● What needs to be done
Please state how many lines in the records contain the string "song", with no words besides the number.

(Collected data entries)

..............................

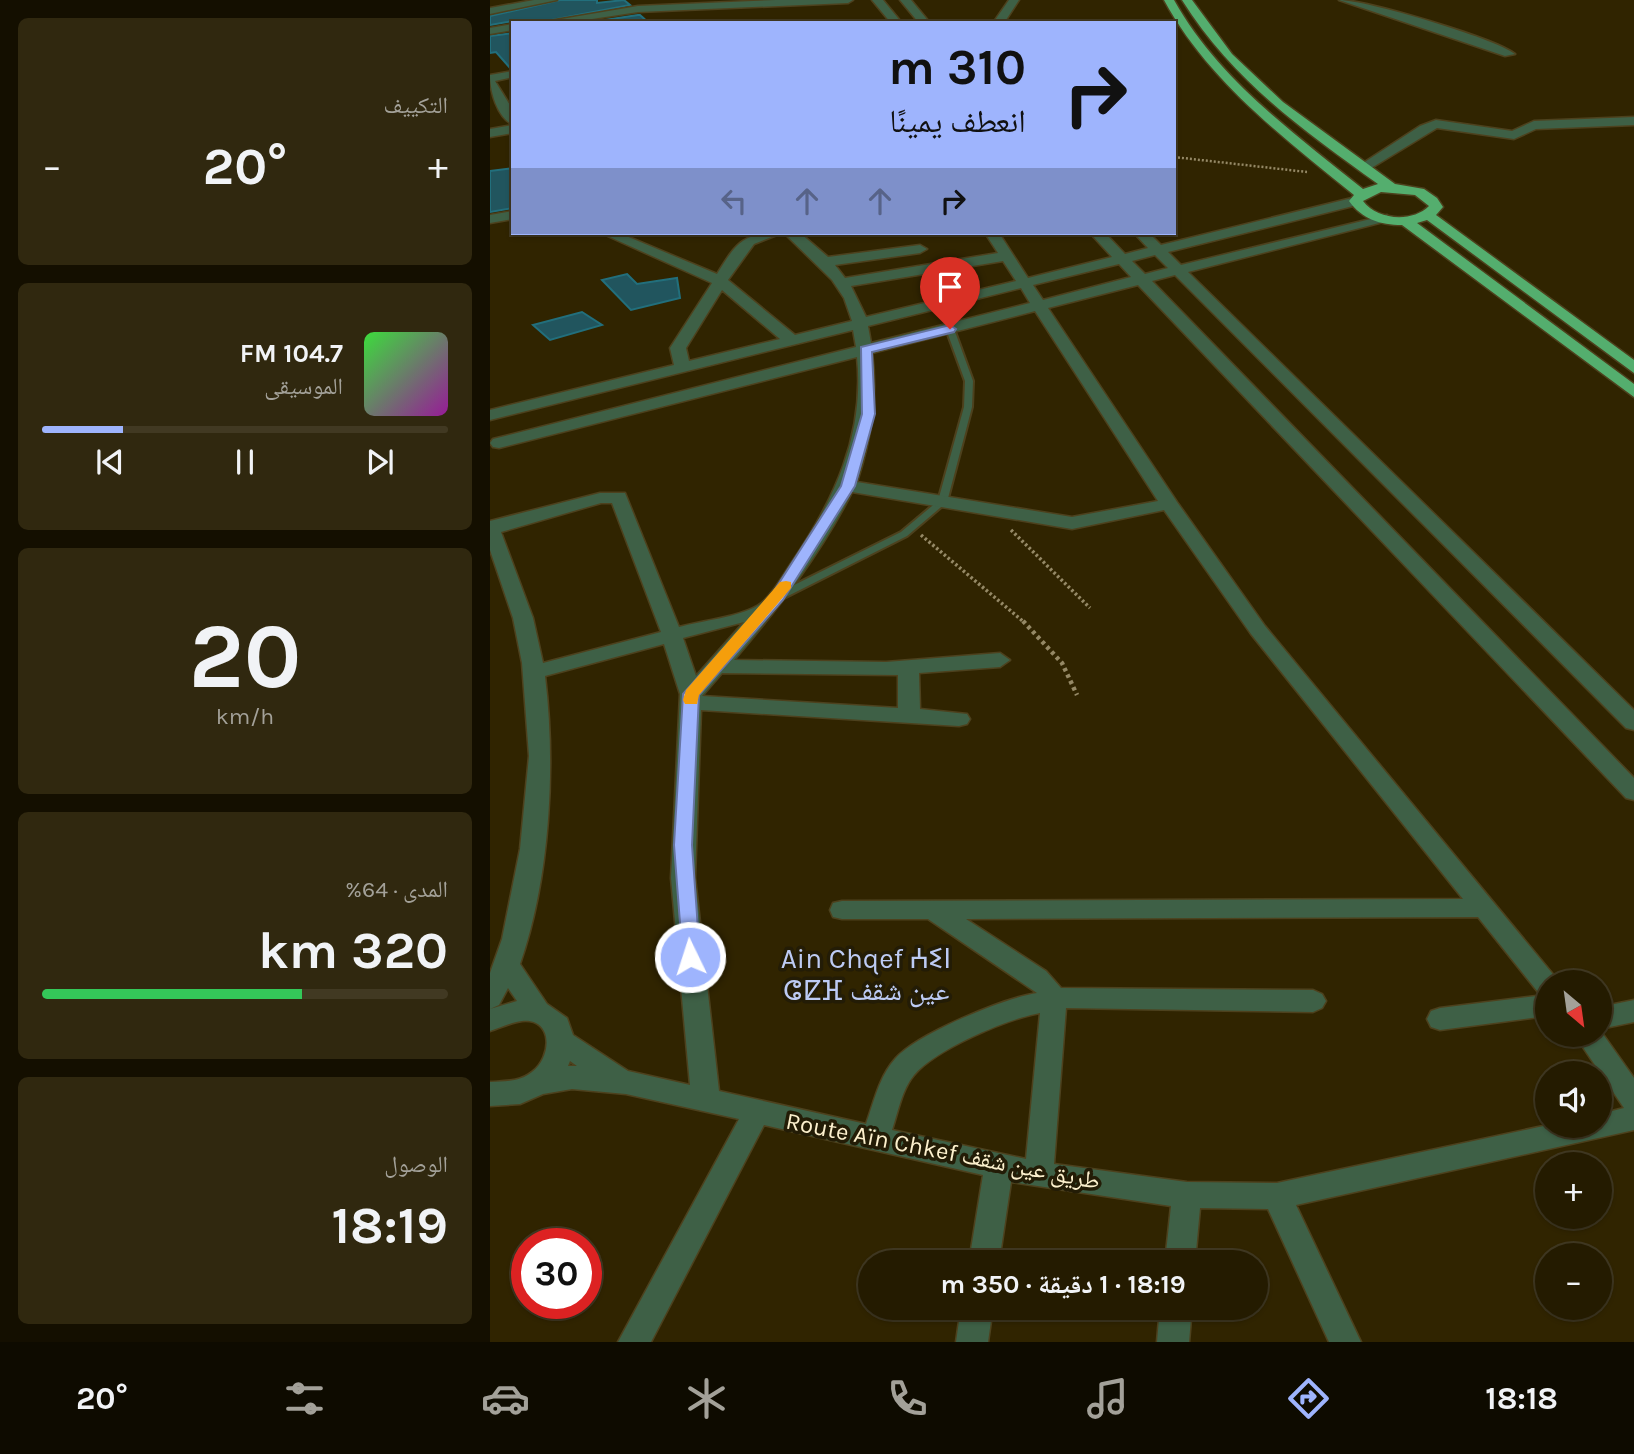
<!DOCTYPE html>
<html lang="ar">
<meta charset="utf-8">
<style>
:root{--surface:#241b00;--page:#30280f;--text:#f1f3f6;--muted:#a3a199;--line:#413922;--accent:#9eb4fd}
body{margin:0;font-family:Karla,"Noto Naskh Arabic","Noto Sans Tifinagh",sans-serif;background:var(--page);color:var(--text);direction:rtl;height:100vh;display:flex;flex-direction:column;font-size:26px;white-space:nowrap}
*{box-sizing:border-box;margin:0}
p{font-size:23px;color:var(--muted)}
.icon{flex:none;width:38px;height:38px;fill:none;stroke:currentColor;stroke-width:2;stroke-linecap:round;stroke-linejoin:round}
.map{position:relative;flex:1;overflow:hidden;direction:ltr}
.drawer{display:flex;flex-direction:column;gap:18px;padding:18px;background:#140f00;width:490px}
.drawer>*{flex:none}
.hud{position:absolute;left:21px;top:21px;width:665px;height:214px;border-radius:0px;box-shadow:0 2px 5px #0004,0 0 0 2px var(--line);direction:rtl;background:#9eb4fd;color:#111;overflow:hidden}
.needle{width:46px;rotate:151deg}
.fabs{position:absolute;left:1045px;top:970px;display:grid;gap:14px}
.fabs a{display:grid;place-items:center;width:77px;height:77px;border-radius:50%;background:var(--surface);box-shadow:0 2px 5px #0004,0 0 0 2px var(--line);font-size:35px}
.speed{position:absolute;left:21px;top:1228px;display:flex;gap:14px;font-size:35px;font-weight:700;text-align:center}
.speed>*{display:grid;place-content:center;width:91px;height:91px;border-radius:50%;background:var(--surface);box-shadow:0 2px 5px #0004,0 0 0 2px var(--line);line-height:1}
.speed .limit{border:10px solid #d22;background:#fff;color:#111}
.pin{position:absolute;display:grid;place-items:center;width:60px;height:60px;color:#fff;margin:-72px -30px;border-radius:50% 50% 50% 0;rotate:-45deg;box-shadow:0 0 7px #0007}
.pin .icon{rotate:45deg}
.me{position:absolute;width:77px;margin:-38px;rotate:356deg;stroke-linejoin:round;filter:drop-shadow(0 0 5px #0008)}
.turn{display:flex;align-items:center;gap:24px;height:147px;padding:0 35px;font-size:32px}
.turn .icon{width:91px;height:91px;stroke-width:2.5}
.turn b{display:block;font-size:49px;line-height:60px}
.lanes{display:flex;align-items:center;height:66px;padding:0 35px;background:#0003;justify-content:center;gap:35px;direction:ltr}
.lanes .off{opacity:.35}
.big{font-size:52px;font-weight:700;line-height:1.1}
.drawer .tile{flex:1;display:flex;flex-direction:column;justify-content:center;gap:10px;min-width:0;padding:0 24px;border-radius:10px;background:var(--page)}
.drawer .dial{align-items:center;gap:0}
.dial b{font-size:91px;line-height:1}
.song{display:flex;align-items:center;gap:21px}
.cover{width:84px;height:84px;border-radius:10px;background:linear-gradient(135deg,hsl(120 70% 55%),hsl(300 70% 35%))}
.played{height:7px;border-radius:4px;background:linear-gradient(90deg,var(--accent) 20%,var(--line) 20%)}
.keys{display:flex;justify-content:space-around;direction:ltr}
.heat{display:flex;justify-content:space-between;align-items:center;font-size:38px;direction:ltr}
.charge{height:10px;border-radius:5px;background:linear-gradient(90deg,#34c759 64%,var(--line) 0)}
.trip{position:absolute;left:368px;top:1250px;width:410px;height:70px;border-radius:35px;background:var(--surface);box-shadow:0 2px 5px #0004,0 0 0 2px var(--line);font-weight:700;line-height:70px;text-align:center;direction:rtl}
.dock{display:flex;height:112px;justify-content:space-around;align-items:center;background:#0e0b00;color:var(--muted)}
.dock .icon{width:49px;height:49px}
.dock .current{color:var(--accent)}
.dock b{font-size:32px;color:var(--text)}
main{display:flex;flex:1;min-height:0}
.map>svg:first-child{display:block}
</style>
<main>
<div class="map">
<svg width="1144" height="1342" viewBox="0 0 1144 1342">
<rect width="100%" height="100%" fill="#302400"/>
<path fill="#21555e" stroke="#226f7c" stroke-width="2" d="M 70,0 L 107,0 L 107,3 L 134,0 L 140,5 L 46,23 L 23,21 L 0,25 L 0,16 Z
M 150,15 L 159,23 L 95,23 L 148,15 Z
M 23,33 L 23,68 L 21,69 L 6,52 L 0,53 L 0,36 Z
M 23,168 L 23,208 L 0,212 L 0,171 Z
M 137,274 L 147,284 L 187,278 L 190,298 L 141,310 L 112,280 Z
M 92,312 L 112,325 L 60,340 L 43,325 Z"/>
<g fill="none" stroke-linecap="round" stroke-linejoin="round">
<defs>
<path id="lane" d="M 457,327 L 463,327 L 464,329 L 483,381 L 482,407 L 457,502 L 417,536 L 292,599 L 284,599 L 283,597 L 284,595 L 411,532 L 448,501 L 474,407 L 475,381 L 456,329 Z"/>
<path id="street" d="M 44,0 L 67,0 L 0,14 L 0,8 Z
M 286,0 L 363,0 L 358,3 L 148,12 L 76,23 L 48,23 L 148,6 Z
M 382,0 L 393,0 L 412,23 L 401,23 Z
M 410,0 L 421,0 L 440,23 L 429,23 Z
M 519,0 L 529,0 L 514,23 L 503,23 Z
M 849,0 C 876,0 1004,38 1025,54 L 1015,56 Z
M 23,24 L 23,30 L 0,34 L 0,28 Z
M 23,71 L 23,77 L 5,81 L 23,110 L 23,125 C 7,117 0,91 0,75 Z
M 1144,117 L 1144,125 L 1046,129 L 1024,139 L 947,128 L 878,170 L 867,167 L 930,126 L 946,120 L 1022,131 L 1044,121 Z
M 23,125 L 23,133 L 0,137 L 0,129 Z
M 866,197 L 871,198 L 871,204 L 678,252 L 691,265 L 897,215 L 897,221 L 698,272 L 1144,710 L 1144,730 L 1136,728 L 685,275 L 662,281 L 1144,778 L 1144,800 L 1136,798 L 648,285 L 558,308 L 687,502 L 775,626 L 1066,978 L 1068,982 L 1057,982 L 1057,1016 L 950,1030 L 941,1027 L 937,1019 L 941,1011 L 950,1008 L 1055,995 L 1048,992 L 988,917 L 476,919 L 556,971 L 571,988 L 823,990 L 832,994 L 836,1001 L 832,1008 L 823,1012 L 576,1008 L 564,1164 L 697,1182 L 787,1183 L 1058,1125 L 1110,1125 L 1110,1114 L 1134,1108 L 1084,1034 L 1110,1034 L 1110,1030 L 1144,1078 L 1144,1130 L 806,1205 L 871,1342 L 839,1342 L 778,1209 L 710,1208 L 705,1262 L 675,1262 L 681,1206 L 521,1182 L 509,1262 L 479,1262 L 493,1175 L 274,1125 L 161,1342 L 128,1342 L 249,1119 L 136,1094 L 82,1089 L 53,1094 L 30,1104 L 0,1106 L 0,1082 C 15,1081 30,1082 42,1072 C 62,1057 64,1018 32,1021 C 22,1022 10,1028 0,1031 L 0,1009 L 27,1001 L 18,988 L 9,1005 L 0,1009 L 0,973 L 12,939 L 30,849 L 39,756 L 32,663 L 23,618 L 0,550 L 0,521 L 110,493 L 135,493 L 189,627 C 211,621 248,617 267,606 C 279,600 292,577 300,565 C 344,501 375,435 367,357 L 9,448 L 3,447 L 0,443 L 3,439 L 366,347 L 363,330 L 0,420 L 0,410 L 184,365 L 180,348 L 222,283 L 111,233 L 129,233 L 227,274 C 247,242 252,233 292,233 L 264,244 L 238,280 L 305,335 L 362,321 L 354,298 L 342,280 L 294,233 L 310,233 L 338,257 L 430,245 L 437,249 L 430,253 L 345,265 L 355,278 L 508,253 L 495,233 L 509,233 L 538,278 L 622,257 L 600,233 L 615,233 L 635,254 L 658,248 L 644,233 L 659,233 L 671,245 ZM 665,255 L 678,268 L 655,274 L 642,261 ZM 513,261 L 526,281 L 376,317 L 361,286 ZM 629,264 L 641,277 L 553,300 L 543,285 ZM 531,288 L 540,303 L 381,343 L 378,326 ZM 232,290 L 290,339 L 199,361 L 196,348 ZM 545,311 L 668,501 L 582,517 L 367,482 C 381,438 388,399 382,353 ZM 362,492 L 582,529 L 674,510 L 761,634 L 973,899 L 352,901 L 343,903 L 340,910 L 343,917 L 352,919 L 438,919 L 547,993 C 514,998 426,1034 405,1059 C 389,1077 384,1102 376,1124 L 229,1091 L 205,878 L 211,710 L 469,726 L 477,724 L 480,719 L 477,714 L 430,709 L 429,673 L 510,667 L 520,660 L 510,653 L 396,662 L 244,660 C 289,607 330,555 362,492 ZM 111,503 L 122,503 L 171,632 L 53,663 L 43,618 L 11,532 ZM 254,622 L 206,676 L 193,638 ZM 174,644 L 190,694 L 181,878 L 200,1085 L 138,1071 L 83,1035 L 77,1018 L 57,1004 L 30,964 C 60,878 66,766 55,676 ZM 232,673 L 408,675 L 408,708 L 212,696 ZM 550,1013 L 536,1159 L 402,1130 C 408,1112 412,1089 424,1075 C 446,1049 517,1019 550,1013 ZM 80,1061 L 87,1066 L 78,1066 Z
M 23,211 L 23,219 L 0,223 L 0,215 Z
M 1144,1000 L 1144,1022 L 1110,1029 L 1110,1007 Z
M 471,1307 L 503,1307 L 498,1342 L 466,1342 Z
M 670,1307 L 702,1307 L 699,1342 L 667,1342 Z"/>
<path id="highway" d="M 674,0 L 684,0 C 728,79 804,133 873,189 L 888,184 C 813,130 742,80 692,0 L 702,0 L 742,54 L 793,102 L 905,184 L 934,189 L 947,198 L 953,207 L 946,215 L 1144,360 L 1144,373 L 937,220 L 927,223 L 1144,384 L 1144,397 L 912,225 C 890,225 872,219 859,201 L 864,195 C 793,137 718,81 674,0 ZM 891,192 L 925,195 L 939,206 C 922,223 887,220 873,201 Z"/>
</defs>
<use href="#lane" stroke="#4d411d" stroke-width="4"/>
<use href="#street" stroke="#4d411d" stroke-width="3"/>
<use href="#highway" stroke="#4d411d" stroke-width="3"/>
<path stroke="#958966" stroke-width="2.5" stroke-dasharray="2 2" stroke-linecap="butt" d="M 684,157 L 817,172"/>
<path stroke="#958966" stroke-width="3.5" stroke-dasharray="2.5 2.5" stroke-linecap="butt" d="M 521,530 L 600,608
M 431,535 L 535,623"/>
<path stroke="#958966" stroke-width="4.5" stroke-dasharray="3.5 3.5" stroke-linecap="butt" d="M 533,621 L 572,663 L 587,695"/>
<use href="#lane" fill="#3e6046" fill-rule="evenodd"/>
<use href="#street" fill="#3e6046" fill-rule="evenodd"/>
<use href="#highway" fill="#54ae6e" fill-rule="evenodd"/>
</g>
<path fill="#9eb4fd" stroke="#6775a4" stroke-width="2" d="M 460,325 L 466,329 L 464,332 L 382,352 L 385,414 L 365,486 L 293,600 L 209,695 L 202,845 L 210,957 L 207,962 L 193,962 L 184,845 L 193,694 L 282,594 L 351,486 L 372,414 L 371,347 Z"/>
<path fill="#f59e0b" d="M 296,581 L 301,582 L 301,588 L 209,695 L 207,704 L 195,704 L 193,700 L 196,690 L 290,582 Z"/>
<g text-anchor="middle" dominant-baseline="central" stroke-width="7" stroke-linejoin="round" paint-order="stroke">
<g font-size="24" fill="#fcf0cd" stroke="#231c06">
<text transform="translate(453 1151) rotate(11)">Route Aïn Chkef طريق عين شقف</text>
</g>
<g font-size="28" fill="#bdcbf4" stroke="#231c06">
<text x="376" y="958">Ain Chqef ⵄⵉⵏ<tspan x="376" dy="32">ⵛⵇⴼ عين شقف</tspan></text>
</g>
</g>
</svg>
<div class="fabs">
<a><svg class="needle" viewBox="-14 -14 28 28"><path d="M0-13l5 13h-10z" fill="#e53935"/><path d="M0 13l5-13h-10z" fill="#a3a199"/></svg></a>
<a><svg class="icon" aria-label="sound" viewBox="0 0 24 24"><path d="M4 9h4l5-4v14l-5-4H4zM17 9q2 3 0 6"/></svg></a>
<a>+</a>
<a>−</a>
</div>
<div class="speed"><div class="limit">30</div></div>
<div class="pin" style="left:460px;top:329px;background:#d93025"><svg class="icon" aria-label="arrive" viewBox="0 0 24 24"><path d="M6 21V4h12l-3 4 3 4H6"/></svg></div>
<svg class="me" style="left:200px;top:957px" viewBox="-20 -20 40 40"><circle r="17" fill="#9eb4fd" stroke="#fff" stroke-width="3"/><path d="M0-11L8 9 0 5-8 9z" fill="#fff"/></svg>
<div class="trip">18:19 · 1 دقيقة · 350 m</div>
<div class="hud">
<div class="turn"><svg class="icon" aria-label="right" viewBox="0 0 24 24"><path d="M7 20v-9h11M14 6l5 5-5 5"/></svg><div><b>310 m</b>انعطف يمينًا</div></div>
<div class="lanes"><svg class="icon off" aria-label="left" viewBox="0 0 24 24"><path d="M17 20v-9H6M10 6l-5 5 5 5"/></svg><svg class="icon off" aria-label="ahead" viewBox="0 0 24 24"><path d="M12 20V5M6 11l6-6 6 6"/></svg><svg class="icon off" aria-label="ahead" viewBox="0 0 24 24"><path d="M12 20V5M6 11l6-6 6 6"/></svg><svg class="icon" aria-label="right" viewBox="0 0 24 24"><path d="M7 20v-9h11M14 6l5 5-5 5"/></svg></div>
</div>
</div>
<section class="drawer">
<div class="tile"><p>التكييف</p>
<div class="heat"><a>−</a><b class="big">20°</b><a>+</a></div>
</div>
<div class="tile">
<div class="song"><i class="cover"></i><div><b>104.7 FM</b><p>الموسيقى</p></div></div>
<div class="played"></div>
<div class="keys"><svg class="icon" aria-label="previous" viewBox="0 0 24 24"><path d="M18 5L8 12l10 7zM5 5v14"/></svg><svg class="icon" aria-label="pause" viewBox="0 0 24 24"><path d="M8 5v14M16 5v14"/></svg><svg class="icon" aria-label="next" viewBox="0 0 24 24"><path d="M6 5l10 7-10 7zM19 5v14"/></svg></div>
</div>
<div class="tile dial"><b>20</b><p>km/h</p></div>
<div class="tile"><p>المدى · 64%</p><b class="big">320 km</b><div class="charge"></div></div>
<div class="tile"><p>الوصول</p><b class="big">18:19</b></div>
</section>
</main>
<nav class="dock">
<b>18:18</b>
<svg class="icon current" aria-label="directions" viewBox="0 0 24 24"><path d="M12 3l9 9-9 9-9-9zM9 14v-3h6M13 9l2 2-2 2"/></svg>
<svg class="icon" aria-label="music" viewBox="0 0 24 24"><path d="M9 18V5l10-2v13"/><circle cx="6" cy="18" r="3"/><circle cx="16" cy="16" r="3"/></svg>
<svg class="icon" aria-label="phone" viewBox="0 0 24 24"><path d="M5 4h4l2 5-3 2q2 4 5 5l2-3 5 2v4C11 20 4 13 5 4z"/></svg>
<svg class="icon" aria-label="climate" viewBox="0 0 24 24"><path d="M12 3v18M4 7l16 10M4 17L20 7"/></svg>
<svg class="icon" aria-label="car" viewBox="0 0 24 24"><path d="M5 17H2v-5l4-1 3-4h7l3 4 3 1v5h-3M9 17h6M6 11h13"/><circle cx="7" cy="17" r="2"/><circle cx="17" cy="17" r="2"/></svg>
<svg class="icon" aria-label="filters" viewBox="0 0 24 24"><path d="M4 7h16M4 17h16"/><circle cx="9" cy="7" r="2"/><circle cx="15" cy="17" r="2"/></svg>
<b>20°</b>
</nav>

..............................

● Solution to the problem
2